▶ Exercise
Line by line, set down the records below from the first line through the line containing "0 3px,transparent 0". Omit the pictures.

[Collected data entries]
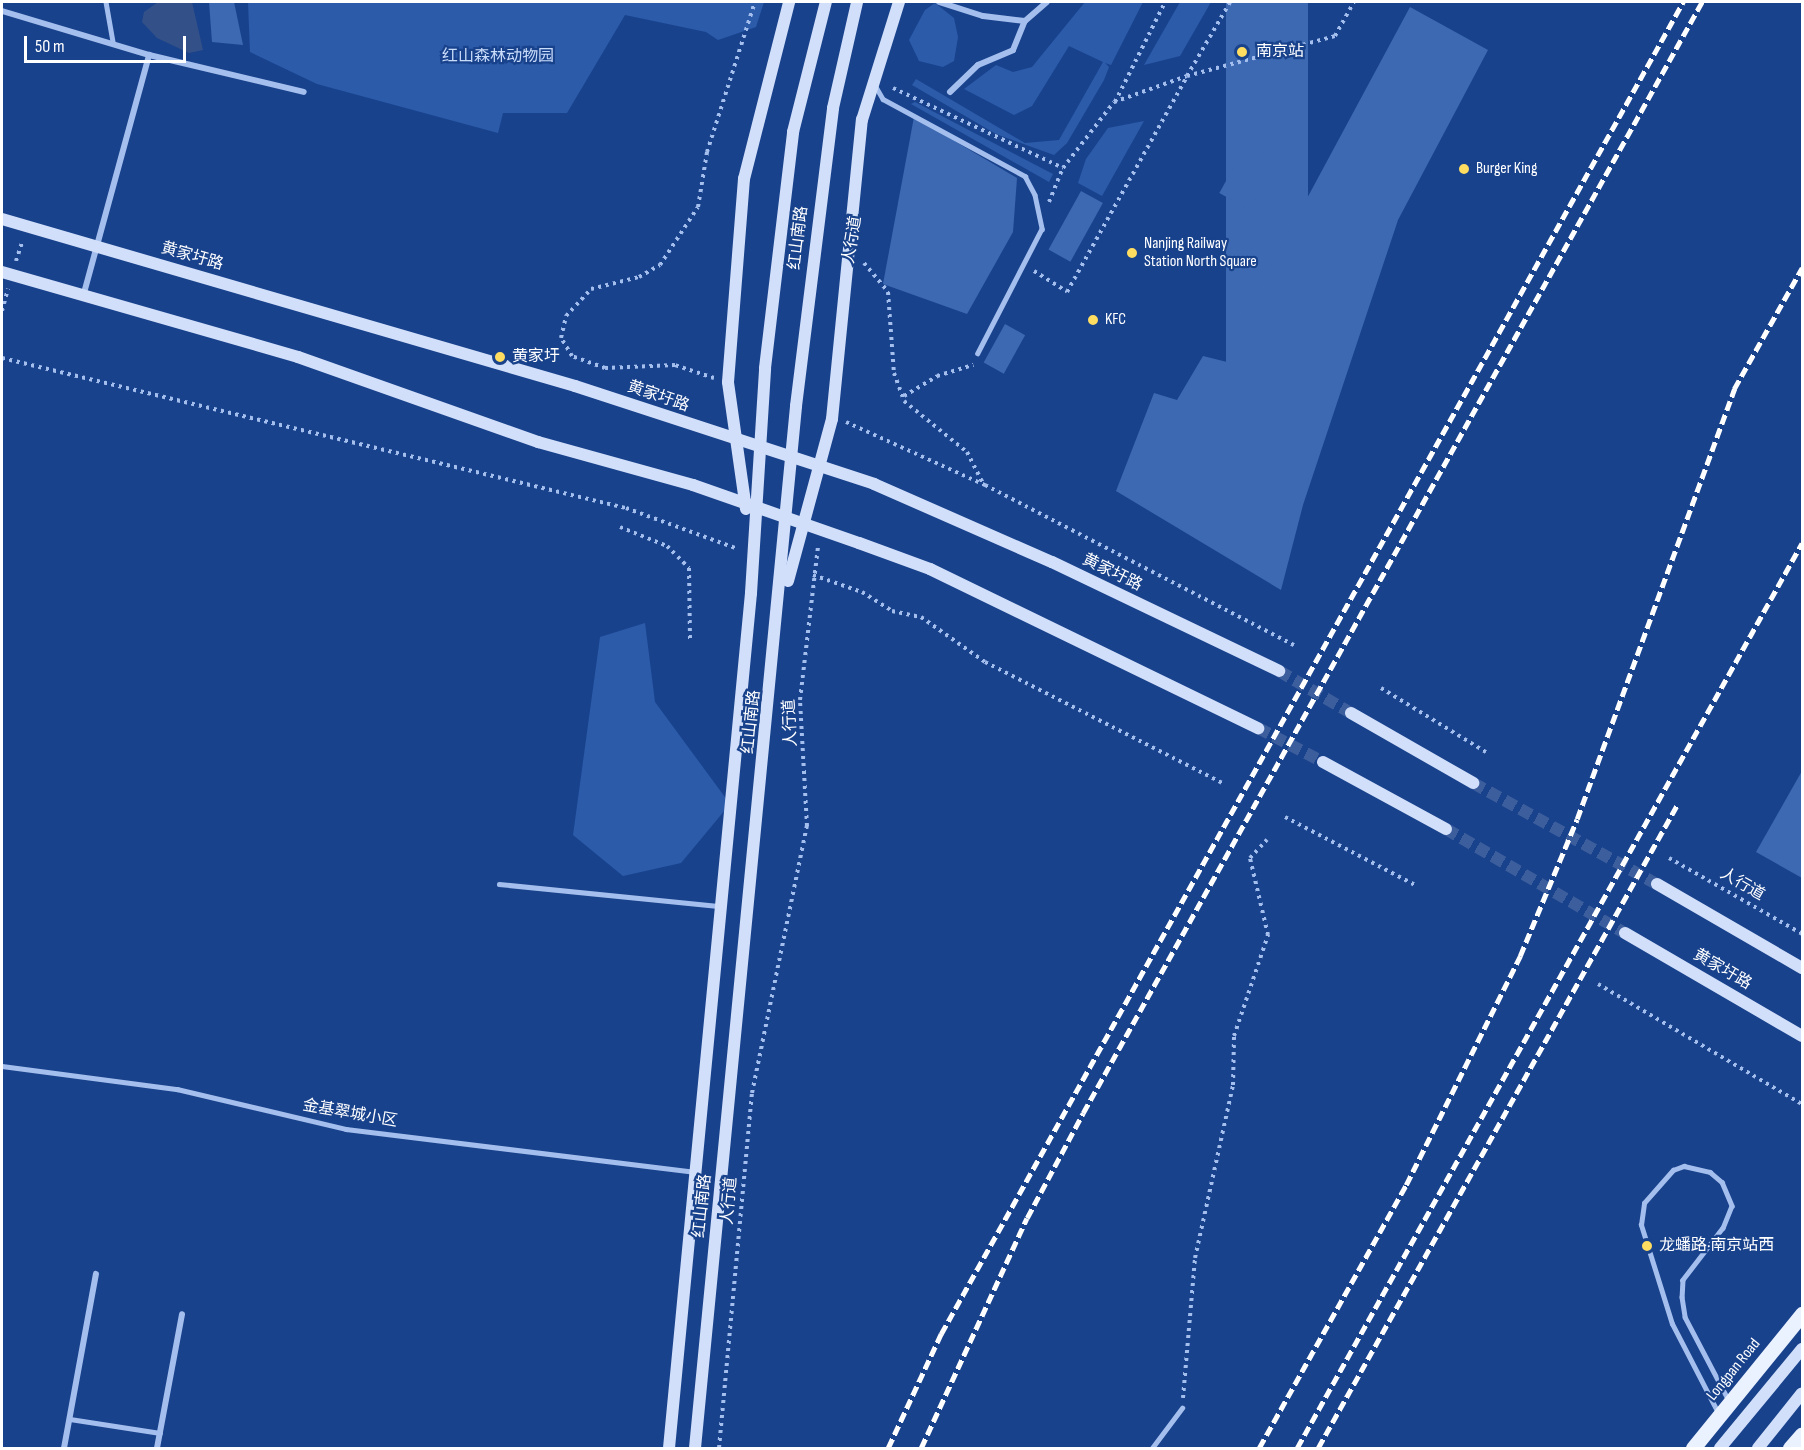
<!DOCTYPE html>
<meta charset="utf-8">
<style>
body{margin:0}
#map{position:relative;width:1804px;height:1450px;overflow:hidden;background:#19428c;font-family:"Sofia Sans Condensed","Noto Sans SC",sans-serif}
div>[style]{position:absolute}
.green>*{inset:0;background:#2c5baa}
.water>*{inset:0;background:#335188}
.building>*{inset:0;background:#3d69b2;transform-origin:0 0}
.secondary-tunnel>*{height:12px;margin-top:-6px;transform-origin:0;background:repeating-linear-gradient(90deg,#3c5e9d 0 12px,transparent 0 18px)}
.path>*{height:4px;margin-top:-2px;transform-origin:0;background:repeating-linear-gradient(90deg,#a4bfee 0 3px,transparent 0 7.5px)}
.lane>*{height:4.5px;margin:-2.25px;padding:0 2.25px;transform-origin:2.25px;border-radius:2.25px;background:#a4bfee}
.street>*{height:6px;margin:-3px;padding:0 3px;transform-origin:3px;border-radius:3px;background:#a4bfee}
.secondary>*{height:12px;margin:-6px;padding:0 6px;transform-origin:6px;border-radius:6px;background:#d1dffa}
.primary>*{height:15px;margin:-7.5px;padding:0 7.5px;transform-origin:7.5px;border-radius:7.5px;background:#eaf1ff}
.rail>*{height:4.5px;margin-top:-2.25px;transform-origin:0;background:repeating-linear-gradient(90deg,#fff 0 10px,transparent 0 14.5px)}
.dots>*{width:16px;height:16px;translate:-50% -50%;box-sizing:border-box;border:3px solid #19428c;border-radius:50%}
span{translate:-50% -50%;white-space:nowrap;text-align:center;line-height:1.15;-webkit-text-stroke:4.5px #19428c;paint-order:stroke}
.poi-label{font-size:16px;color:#fff}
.left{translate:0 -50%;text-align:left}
.park-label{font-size:16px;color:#c9dcfa}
.street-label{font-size:16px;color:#fff}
.frame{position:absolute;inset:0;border:3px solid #fff;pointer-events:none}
.scale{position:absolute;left:24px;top:36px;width:162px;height:27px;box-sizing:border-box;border:3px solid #fff;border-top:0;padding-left:8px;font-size:18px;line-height:21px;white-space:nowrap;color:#fff;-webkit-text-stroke:4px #19428c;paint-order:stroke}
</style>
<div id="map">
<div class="green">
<i style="clip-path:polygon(248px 2px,764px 2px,756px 27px,718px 40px,706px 32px,625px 15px,567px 113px,503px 113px,498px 133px,317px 84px,250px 52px)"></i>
<i style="clip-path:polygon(1085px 2px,1143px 2px,1111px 65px,1105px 63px,1109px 67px,1104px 80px,1067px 143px,1054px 155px,996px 134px,912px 85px,916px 79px,1025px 143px,1059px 140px,1103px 62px,1069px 46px,1032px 106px,1014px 115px,964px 89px,996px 65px,1013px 72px,1032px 67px)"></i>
<i style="clip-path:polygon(1180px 2px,1211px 2px,1180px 56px,1144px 65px)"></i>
<i style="clip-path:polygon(935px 3px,954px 18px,958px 37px,954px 61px,943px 67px,919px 61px,909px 40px,925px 10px)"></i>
<i style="clip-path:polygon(915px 102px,1053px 174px,1049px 182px,911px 104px)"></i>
<i style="clip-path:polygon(1144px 121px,1102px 196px,1078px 183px,1086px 159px,1108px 128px)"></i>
<i style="clip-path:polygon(645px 623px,655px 702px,730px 804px,681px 863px,623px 876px,573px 835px,600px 637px)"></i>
</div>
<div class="water">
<i style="clip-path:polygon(158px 2px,192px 2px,203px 50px,189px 53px,157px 38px,142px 22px,144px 12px)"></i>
</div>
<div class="building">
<i style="clip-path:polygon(209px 2px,234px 2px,243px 45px,212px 42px)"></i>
<i style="left:1226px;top:2px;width:82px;height:390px"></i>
<i style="clip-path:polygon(1410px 7px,1488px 50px,1398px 220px,1303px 505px,1281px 590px,1116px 491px,1154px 393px,1177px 400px,1203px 356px,1239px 365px,1241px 321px)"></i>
<i style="clip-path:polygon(914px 117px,1017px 178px,1013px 232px,967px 314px,883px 284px)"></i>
<i style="left:1246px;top:145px;width:33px;height:55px;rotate:29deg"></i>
<i style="left:1081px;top:191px;width:25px;height:67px;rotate:29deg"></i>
<i style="left:1005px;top:324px;width:23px;height:44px;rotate:29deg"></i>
<i style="clip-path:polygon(1802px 771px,1802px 878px,1756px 852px)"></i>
</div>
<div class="secondary-tunnel">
<i style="left:1279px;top:671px;width:83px;rotate:30.3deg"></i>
<i style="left:1258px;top:728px;width:73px;rotate:27.6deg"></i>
<i style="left:1473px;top:783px;width:210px;rotate:28.8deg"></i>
<i style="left:1446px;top:829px;width:207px;rotate:30.2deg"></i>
</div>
<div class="path">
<i style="left:893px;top:88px;width:188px;rotate:25.2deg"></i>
<i style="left:1115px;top:102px;width:112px;rotate:-63.4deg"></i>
<i style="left:1049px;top:202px;width:37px;rotate:-68deg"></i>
<i style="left:1063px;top:168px;width:83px;rotate:-52.3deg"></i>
<i style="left:1114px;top:102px;width:77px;rotate:-19.6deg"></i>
<i style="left:1187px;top:76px;width:86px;rotate:-59.8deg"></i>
<i style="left:16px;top:261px;width:22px;rotate:-72deg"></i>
<i style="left:864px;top:263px;width:38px;rotate:50deg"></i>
<i style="left:888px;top:292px;width:81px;rotate:85.8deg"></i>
<i style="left:894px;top:373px;width:30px;rotate:70deg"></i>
<i style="left:904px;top:401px;width:81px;rotate:39deg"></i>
<i style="left:967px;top:452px;width:37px;rotate:63deg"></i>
<i style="left:1034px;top:271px;width:39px;rotate:32deg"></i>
<i style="left:1067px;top:292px;width:247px;rotate:-60.9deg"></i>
<i style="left:1187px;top:76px;width:153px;rotate:-15.1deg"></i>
<i style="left:1335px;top:36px;width:39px;rotate:-61deg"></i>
<i style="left:2px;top:311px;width:23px;rotate:-75deg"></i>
<i style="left:2px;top:358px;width:642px;rotate:13.52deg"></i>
<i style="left:626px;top:508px;width:119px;rotate:20.1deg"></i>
<i style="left:714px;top:378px;width:41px;rotate:-161.6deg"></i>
<i style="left:675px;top:365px;width:70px;rotate:177.5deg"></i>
<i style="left:605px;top:368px;width:35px;rotate:-160deg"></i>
<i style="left:572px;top:356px;width:21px;rotate:-121deg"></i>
<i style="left:561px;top:338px;width:23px;rotate:-77deg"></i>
<i style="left:566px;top:316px;width:37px;rotate:-47deg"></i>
<i style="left:591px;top:289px;width:49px;rotate:-14deg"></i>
<i style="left:639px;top:277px;width:24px;rotate:-30deg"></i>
<i style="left:660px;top:265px;width:69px;rotate:-56.8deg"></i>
<i style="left:698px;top:207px;width:56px;rotate:-80.7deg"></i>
<i style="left:707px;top:152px;width:157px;rotate:-72.3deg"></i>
<i style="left:904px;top:396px;width:39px;rotate:-31deg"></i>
<i style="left:937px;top:376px;width:38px;rotate:-17deg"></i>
<i style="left:846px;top:422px;width:153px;rotate:24.4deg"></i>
<i style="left:985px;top:485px;width:348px;rotate:27.4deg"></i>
<i style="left:620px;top:527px;width:51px;rotate:22deg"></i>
<i style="left:667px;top:546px;width:31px;rotate:45deg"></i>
<i style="left:689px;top:568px;width:73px;rotate:89.2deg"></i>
<i style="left:813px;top:575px;width:52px;rotate:19.1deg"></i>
<i style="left:862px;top:592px;width:36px;rotate:32deg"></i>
<i style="left:892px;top:611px;width:30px;rotate:12deg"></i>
<i style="left:921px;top:617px;width:78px;rotate:35.1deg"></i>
<i style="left:985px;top:662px;width:268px;rotate:27deg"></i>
<i style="left:1381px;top:688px;width:123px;rotate:31.4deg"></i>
<i style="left:1285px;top:817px;width:147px;rotate:27.6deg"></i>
<i style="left:1669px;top:858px;width:153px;rotate:29.7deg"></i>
<i style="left:1598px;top:984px;width:237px;rotate:30.5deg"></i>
<i style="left:1183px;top:1398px;width:141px;rotate:-85.1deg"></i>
<i style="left:1195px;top:1258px;width:177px;rotate:-77.6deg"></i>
<i style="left:1233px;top:1085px;width:49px;rotate:-88.8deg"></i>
<i style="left:1234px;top:1036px;width:107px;rotate:-71.4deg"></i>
<i style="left:1268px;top:935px;width:79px;rotate:-103.2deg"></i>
<i style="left:1250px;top:858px;width:25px;rotate:-47deg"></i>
<i style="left:719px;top:1448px;width:357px;rotate:-84.7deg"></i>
<i style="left:752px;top:1093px;width:273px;rotate:-78.4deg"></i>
<i style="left:807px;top:826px;width:126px;rotate:-93.2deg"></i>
<i style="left:800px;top:700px;width:155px;rotate:-83.3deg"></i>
</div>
<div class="lane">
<i style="left:106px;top:2px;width:40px;rotate:80deg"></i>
<i style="left:875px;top:85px;width:16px;rotate:60deg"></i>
<i style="left:883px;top:99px;width:162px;rotate:28.5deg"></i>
<i style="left:1025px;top:176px;width:21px;rotate:62deg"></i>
<i style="left:1035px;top:195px;width:35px;rotate:78deg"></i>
<i style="left:1042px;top:229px;width:140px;rotate:117.3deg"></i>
<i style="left:499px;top:884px;width:220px;rotate:5.7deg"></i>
<i style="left:2px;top:1066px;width:177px;rotate:7.5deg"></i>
<i style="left:177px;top:1089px;width:174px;rotate:13.3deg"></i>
<i style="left:346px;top:1129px;width:352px;rotate:7deg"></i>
<i style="left:1718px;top:1413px;width:100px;rotate:-117.3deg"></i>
<i style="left:1672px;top:1324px;width:104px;rotate:-107.4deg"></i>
<i style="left:1641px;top:1225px;width:22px;rotate:-82deg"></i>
<i style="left:1644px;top:1203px;width:44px;rotate:-48.7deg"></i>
<i style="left:1673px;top:1170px;width:12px;rotate:-20deg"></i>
<i style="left:1684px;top:1166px;width:27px;rotate:13deg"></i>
<i style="left:1710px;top:1172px;width:16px;rotate:40deg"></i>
<i style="left:1722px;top:1182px;width:26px;rotate:67deg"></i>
<i style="left:1732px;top:1206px;width:24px;rotate:112deg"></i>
<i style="left:1723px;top:1228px;width:66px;rotate:127.6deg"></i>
<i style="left:1683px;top:1280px;width:17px;rotate:93deg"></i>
<i style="left:1682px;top:1297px;width:20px;rotate:81deg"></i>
<i style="left:1685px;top:1317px;width:93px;rotate:62.3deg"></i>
<i style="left:70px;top:1419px;width:91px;rotate:8.8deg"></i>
<i style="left:1152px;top:1448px;width:50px;rotate:-53.1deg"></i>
</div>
<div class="street">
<i style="left:939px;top:2px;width:46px;rotate:17.7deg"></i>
<i style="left:983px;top:16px;width:42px;rotate:6.8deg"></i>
<i style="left:1025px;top:21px;width:29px;rotate:-41deg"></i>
<i style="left:2px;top:11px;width:153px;rotate:16.7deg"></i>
<i style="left:950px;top:92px;width:39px;rotate:-44deg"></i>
<i style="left:978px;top:65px;width:38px;rotate:-23deg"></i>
<i style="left:1013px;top:50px;width:31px;rotate:-68deg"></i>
<i style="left:84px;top:293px;width:247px;rotate:-74.7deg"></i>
<i style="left:149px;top:55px;width:159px;rotate:13.4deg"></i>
<i style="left:64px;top:1448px;width:177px;rotate:-79.6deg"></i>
<i style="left:157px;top:1448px;width:136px;rotate:-79.4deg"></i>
</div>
<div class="secondary">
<i style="left:2px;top:219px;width:597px;rotate:16.25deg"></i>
<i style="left:575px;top:386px;width:315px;rotate:18.1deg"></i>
<i style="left:874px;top:484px;width:194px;rotate:23.7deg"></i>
<i style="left:1052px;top:562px;width:252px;rotate:25.6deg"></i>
<i style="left:2px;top:272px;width:308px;rotate:16deg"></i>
<i style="left:298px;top:357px;width:255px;rotate:19.5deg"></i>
<i style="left:538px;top:442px;width:161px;rotate:15.5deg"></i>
<i style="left:693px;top:485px;width:176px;rotate:19.3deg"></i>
<i style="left:859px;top:543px;width:76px;rotate:20.1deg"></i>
<i style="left:930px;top:569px;width:365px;rotate:25.9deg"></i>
<i style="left:746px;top:509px;width:128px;rotate:-98.1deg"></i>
<i style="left:728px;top:382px;width:204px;rotate:-85.5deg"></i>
<i style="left:744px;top:179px;width:183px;rotate:-75.7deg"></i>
<i style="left:788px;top:581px;width:168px;rotate:-74.8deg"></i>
<i style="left:832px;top:419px;width:301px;rotate:-84.3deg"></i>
<i style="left:862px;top:120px;width:124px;rotate:-72.6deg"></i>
<i style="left:1351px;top:713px;width:141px;rotate:29.8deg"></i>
<i style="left:1323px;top:762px;width:140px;rotate:28.6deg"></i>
<i style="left:1657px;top:884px;width:168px;rotate:30.1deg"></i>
<i style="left:1625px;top:933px;width:205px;rotate:30.2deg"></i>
<i style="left:669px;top:1448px;width:859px;rotate:-84.52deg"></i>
<i style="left:751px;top:593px;width:225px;rotate:-86.4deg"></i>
<i style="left:765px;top:368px;width:238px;rotate:-83.2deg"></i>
<i style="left:793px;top:132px;width:134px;rotate:-75.8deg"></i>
<i style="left:695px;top:1448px;width:1047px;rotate:-84.46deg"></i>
<i style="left:796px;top:406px;width:300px;rotate:-82.9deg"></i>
<i style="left:833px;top:108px;width:109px;rotate:-77.2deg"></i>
<i style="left:1720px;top:1448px;width:129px;rotate:-50.4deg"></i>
<i style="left:1758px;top:1448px;width:70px;rotate:-51.3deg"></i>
</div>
<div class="primary">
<i style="left:1693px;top:1448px;width:173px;rotate:-50.9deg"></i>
<i style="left:1790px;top:1448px;width:18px;rotate:-49deg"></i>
</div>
<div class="rail">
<i style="left:888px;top:1448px;width:126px;rotate:-65.1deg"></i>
<i style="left:941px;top:1334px;width:1525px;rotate:-60.88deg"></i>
<i style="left:921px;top:1448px;width:253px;rotate:-65.3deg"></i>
<i style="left:1027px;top:1218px;width:119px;rotate:-61.9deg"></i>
<i style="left:1083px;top:1113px;width:1272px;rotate:-60.88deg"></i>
<i style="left:1259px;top:1448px;width:301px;rotate:-60.8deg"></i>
<i style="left:1406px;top:1185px;width:256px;rotate:-63.5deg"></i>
<i style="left:1520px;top:956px;width:148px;rotate:-67.4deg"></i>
<i style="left:1577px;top:819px;width:458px;rotate:-69.9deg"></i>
<i style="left:1734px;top:389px;width:139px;rotate:-60.7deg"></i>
<i style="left:1297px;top:1448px;width:1036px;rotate:-60.84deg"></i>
<i style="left:1318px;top:1448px;width:736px;rotate:-60.82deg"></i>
</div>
<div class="dots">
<i style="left:1242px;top:52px;background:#ffdd60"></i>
<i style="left:1464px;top:169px;background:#ffdd60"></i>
<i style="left:1132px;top:253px;background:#ffdd60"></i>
<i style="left:1093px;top:320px;background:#ffdd60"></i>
<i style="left:500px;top:357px;background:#ffdd60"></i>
<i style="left:1647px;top:1246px;background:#ffdd60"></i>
</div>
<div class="poi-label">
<span class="left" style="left:1256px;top:52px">南京站</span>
<span class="left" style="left:1476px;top:169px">Burger King</span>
<span class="left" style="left:1144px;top:253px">Nanjing Railway<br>Station North Square</span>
<span class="left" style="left:1105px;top:320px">KFC</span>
<span class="left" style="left:512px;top:357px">黄家圩</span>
<span class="left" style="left:1659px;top:1246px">龙蟠路·南京站西</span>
</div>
<div class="park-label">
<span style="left:498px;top:57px">红山森林动物园</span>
</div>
<div class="street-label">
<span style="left:799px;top:238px;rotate:-83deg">红山南路</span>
<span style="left:853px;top:240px;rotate:-81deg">人行道</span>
<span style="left:192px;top:257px;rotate:16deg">黄家圩路</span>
<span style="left:658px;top:397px;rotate:19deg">黄家圩路</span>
<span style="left:1112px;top:573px;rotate:26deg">黄家圩路</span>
<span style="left:752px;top:722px;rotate:-84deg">红山南路</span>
<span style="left:791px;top:723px;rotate:-93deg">人行道</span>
<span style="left:1742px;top:885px;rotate:30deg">人行道</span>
<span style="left:1722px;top:970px;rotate:30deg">黄家圩路</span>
<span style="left:350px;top:1114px;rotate:10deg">金基翠城小区</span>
<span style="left:730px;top:1201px;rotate:-85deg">人行道</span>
<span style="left:703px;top:1206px;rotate:-84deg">红山南路</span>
<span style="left:1734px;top:1370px;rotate:-51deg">Longpan Road</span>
</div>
<div class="frame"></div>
<div class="scale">50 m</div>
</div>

▶ Result of this exercise
<!DOCTYPE html>
<meta charset="utf-8">
<style>
body{margin:0}
#map{position:relative;width:1804px;height:1450px;overflow:hidden;background:#19428c;font-family:"Sofia Sans Condensed","Noto Sans SC",sans-serif}
div>[style]{position:absolute}
.green>*{inset:0;background:#2c5baa}
.water>*{inset:0;background:#335188}
.building>*{inset:0;background:#3d69b2;transform-origin:0 0}
.secondary-tunnel>*{height:12px;margin-top:-6px;transform-origin:0;background:repeating-linear-gradient(90deg,#3c5e9d 0 12px,transparent 0 18px)}
.path>*{height:4px;margin-top:-2px;transform-origin:0;background:repeating-linear-gradient(90deg,#a4bfee 0 3px,transparent 0 7.5px)}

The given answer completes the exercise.